**** DATA FOR PROCESSING
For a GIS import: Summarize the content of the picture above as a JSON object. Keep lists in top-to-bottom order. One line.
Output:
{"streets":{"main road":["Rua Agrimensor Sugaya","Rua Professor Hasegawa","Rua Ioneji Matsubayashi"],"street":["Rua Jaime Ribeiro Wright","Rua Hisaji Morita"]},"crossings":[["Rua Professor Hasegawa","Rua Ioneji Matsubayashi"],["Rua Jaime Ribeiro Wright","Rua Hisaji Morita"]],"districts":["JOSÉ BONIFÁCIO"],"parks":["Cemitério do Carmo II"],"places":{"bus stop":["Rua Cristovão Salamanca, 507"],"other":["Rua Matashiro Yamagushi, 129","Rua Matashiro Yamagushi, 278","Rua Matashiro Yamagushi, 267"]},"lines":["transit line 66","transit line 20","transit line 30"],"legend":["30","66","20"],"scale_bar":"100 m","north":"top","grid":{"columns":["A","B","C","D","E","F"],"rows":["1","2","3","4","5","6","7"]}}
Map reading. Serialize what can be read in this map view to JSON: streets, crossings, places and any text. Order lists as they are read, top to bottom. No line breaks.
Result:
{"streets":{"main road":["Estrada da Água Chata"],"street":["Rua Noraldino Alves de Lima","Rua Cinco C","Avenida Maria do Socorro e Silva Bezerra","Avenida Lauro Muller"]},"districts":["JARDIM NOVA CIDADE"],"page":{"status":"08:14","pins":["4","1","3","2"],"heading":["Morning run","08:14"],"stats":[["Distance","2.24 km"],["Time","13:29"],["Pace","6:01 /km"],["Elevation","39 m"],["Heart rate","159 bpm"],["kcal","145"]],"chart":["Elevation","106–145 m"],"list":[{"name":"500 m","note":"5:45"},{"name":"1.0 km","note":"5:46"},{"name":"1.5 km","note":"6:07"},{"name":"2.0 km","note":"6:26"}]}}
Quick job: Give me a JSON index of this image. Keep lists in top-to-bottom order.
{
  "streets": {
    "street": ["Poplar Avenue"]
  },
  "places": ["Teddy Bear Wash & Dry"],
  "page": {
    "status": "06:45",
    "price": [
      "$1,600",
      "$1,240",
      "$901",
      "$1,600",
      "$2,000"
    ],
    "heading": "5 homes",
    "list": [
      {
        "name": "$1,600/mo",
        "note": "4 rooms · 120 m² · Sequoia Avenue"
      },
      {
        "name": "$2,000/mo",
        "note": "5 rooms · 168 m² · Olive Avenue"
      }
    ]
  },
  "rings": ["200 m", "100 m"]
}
********
TASK REQUIREMENTS:
Taking the records from the top, repeat each line exactly until you have repeated the line that contains "Map reading. Serialize".

TASK SOLUTION:
For a GIS import: Summarize the content of the picture above as a JSON object. Keep lists in top-to-bottom order. One line.
Output:
{"streets":{"main road":["Rua Agrimensor Sugaya","Rua Professor Hasegawa","Rua Ioneji Matsubayashi"],"street":["Rua Jaime Ribeiro Wright","Rua Hisaji Morita"]},"crossings":[["Rua Professor Hasegawa","Rua Ioneji Matsubayashi"],["Rua Jaime Ribeiro Wright","Rua Hisaji Morita"]],"districts":["JOSÉ BONIFÁCIO"],"parks":["Cemitério do Carmo II"],"places":{"bus stop":["Rua Cristovão Salamanca, 507"],"other":["Rua Matashiro Yamagushi, 129","Rua Matashiro Yamagushi, 278","Rua Matashiro Yamagushi, 267"]},"lines":["transit line 66","transit line 20","transit line 30"],"legend":["30","66","20"],"scale_bar":"100 m","north":"top","grid":{"columns":["A","B","C","D","E","F"],"rows":["1","2","3","4","5","6","7"]}}
Map reading. Serialize what can be read in this map view to JSON: streets, crossings, places and any text. Order lists as they are read, top to bottom. No line breaks.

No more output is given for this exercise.